Report each line of the data that has "major" somewhere in it.

::::::::::

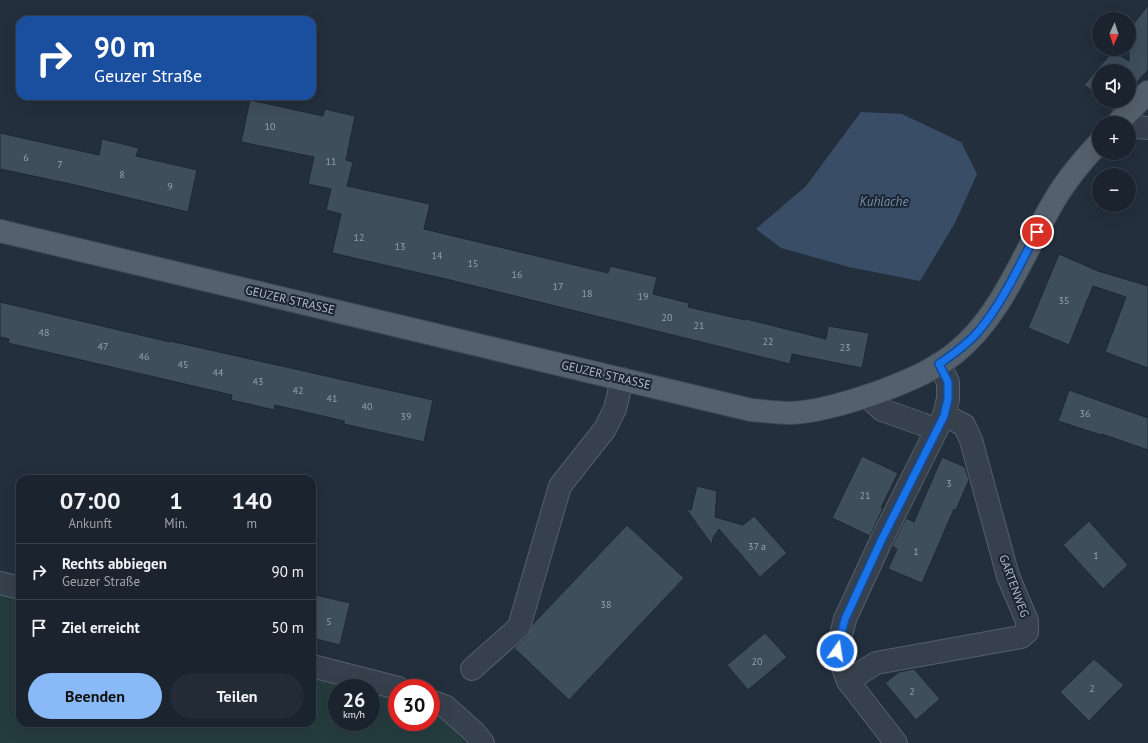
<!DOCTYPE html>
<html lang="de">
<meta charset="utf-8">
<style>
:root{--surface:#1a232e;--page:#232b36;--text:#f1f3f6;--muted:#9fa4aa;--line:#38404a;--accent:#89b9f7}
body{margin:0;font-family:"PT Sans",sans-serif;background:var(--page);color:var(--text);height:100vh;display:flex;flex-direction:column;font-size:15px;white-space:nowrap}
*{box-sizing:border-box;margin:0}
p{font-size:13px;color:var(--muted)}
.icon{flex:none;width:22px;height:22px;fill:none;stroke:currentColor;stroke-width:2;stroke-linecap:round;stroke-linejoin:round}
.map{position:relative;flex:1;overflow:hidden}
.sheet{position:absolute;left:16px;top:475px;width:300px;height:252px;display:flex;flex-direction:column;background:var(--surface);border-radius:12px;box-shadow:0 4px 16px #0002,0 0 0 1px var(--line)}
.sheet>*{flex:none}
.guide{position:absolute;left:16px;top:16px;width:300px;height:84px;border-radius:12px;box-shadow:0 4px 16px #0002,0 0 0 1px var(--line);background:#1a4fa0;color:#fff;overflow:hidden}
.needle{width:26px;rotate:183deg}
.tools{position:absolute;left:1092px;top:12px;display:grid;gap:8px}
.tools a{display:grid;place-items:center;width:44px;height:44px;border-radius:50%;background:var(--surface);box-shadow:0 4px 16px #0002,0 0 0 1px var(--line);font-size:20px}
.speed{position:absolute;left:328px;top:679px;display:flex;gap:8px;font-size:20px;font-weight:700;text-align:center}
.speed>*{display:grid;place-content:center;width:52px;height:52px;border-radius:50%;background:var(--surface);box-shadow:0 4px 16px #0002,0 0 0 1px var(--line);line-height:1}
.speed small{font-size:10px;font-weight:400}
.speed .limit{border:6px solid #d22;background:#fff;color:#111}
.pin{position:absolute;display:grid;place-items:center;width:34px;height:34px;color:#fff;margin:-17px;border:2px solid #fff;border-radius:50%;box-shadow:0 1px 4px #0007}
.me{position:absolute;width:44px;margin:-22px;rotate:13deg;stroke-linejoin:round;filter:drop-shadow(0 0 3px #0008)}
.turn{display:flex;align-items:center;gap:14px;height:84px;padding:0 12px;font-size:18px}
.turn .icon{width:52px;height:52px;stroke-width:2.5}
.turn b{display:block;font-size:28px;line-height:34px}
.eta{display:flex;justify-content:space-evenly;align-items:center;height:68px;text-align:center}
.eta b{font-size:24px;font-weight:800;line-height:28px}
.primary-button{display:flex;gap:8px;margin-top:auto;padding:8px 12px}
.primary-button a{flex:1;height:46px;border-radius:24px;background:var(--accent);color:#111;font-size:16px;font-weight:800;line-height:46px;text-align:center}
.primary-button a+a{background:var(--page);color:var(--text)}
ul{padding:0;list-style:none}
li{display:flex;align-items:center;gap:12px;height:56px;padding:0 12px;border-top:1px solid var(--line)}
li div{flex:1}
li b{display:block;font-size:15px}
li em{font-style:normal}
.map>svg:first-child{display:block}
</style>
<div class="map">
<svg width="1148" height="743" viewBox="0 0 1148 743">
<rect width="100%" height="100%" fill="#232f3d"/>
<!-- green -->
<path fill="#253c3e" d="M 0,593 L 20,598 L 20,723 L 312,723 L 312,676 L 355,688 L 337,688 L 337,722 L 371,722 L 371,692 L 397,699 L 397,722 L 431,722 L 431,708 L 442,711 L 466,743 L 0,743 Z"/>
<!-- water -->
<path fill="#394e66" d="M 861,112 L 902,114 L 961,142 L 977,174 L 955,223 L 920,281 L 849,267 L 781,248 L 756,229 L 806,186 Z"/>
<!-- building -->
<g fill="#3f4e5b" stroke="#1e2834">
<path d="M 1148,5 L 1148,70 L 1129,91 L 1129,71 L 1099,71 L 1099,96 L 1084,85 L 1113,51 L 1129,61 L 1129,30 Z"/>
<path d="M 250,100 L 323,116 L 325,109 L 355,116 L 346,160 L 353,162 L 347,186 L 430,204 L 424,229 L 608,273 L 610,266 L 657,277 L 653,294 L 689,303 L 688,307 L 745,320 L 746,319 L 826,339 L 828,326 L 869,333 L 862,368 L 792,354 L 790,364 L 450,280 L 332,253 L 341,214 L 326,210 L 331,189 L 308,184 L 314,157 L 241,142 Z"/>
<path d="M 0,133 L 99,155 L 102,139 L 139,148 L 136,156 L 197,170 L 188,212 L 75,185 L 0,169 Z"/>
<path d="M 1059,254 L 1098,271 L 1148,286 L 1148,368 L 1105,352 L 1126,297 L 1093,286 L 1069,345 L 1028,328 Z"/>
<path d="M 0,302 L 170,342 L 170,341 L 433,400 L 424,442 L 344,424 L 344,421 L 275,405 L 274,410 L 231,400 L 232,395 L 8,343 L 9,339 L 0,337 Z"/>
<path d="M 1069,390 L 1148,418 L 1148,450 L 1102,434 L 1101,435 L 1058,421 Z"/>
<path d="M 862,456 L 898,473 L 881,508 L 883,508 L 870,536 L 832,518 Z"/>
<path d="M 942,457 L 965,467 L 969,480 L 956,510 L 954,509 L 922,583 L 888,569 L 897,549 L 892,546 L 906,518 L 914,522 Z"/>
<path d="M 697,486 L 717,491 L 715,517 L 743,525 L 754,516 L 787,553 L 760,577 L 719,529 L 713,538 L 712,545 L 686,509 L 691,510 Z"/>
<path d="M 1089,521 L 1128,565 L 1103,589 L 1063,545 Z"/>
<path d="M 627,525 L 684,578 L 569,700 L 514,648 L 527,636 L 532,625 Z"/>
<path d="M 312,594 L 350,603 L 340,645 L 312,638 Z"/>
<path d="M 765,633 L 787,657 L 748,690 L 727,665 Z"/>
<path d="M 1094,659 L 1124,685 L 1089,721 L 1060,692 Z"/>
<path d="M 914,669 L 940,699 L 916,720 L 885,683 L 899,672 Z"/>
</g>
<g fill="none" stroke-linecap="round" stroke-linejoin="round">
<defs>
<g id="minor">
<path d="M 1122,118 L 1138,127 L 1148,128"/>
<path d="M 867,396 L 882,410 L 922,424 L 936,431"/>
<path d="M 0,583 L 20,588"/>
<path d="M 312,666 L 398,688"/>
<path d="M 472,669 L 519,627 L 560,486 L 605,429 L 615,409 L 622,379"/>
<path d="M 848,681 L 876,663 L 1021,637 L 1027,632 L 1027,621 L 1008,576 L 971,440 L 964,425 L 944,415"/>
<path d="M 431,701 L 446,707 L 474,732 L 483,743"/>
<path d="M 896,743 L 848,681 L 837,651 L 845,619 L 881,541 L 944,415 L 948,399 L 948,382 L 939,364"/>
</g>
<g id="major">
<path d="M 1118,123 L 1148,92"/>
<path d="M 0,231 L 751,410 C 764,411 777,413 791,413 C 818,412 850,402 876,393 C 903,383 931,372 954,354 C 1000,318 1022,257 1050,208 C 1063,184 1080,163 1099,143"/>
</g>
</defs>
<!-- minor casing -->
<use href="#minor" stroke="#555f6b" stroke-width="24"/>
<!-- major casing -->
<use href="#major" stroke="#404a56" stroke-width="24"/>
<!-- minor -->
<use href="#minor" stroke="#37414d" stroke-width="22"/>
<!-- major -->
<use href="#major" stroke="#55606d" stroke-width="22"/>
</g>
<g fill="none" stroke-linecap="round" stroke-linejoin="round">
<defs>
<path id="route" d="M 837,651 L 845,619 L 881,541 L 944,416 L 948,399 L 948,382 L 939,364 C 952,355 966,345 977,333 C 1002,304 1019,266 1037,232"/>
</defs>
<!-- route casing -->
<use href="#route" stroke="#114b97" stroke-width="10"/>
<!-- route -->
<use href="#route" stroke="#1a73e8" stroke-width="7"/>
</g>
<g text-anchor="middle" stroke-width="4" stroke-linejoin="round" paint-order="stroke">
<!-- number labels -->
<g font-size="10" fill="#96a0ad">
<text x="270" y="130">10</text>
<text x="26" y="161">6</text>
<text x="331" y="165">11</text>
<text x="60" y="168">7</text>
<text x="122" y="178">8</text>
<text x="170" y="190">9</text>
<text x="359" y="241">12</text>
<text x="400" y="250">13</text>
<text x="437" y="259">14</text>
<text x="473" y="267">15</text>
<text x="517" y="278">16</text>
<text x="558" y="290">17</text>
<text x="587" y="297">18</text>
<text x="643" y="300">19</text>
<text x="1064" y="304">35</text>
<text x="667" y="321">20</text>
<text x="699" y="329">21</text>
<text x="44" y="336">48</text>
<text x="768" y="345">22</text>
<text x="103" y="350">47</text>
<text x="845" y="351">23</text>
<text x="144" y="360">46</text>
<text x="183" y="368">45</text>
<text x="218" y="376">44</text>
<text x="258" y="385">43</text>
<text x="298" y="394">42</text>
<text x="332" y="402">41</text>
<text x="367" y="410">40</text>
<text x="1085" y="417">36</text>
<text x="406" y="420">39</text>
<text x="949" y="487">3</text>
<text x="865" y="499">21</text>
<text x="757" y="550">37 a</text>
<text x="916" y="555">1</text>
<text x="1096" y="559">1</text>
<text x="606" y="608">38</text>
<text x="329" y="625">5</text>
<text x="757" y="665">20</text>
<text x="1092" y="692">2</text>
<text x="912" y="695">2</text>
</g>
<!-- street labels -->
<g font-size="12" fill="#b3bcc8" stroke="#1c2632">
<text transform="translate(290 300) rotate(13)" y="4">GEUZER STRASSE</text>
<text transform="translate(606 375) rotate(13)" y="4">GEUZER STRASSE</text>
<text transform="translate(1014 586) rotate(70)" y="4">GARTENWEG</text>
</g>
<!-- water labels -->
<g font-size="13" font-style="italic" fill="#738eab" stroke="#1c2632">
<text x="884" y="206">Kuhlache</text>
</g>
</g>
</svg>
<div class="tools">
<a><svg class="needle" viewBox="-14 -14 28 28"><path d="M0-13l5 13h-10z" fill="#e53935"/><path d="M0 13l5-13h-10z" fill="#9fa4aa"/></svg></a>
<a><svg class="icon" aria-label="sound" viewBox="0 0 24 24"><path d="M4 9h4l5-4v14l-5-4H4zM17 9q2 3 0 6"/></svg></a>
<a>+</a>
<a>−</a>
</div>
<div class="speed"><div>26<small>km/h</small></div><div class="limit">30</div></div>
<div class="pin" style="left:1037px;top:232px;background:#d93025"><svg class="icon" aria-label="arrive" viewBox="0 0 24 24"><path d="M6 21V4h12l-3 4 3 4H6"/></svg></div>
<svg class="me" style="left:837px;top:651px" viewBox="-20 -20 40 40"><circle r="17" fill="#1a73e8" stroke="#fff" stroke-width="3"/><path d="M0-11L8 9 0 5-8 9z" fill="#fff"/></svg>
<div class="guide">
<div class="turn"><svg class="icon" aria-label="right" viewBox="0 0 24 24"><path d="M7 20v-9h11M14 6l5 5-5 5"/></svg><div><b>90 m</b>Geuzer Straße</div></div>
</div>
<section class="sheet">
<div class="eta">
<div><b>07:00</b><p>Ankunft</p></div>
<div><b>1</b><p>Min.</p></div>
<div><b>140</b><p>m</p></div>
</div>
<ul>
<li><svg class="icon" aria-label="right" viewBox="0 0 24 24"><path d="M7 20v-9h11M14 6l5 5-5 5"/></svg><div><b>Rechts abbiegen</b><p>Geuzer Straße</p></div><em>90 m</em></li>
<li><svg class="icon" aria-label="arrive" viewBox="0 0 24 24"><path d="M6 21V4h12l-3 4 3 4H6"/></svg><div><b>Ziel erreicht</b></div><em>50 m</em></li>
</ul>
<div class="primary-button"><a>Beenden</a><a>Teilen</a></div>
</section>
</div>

::::::::::

Finished task.
<g id="major">
<!-- major casing -->
<use href="#major" stroke="#404a56" stroke-width="24"/>
<!-- major -->
<use href="#major" stroke="#55606d" stroke-width="22"/>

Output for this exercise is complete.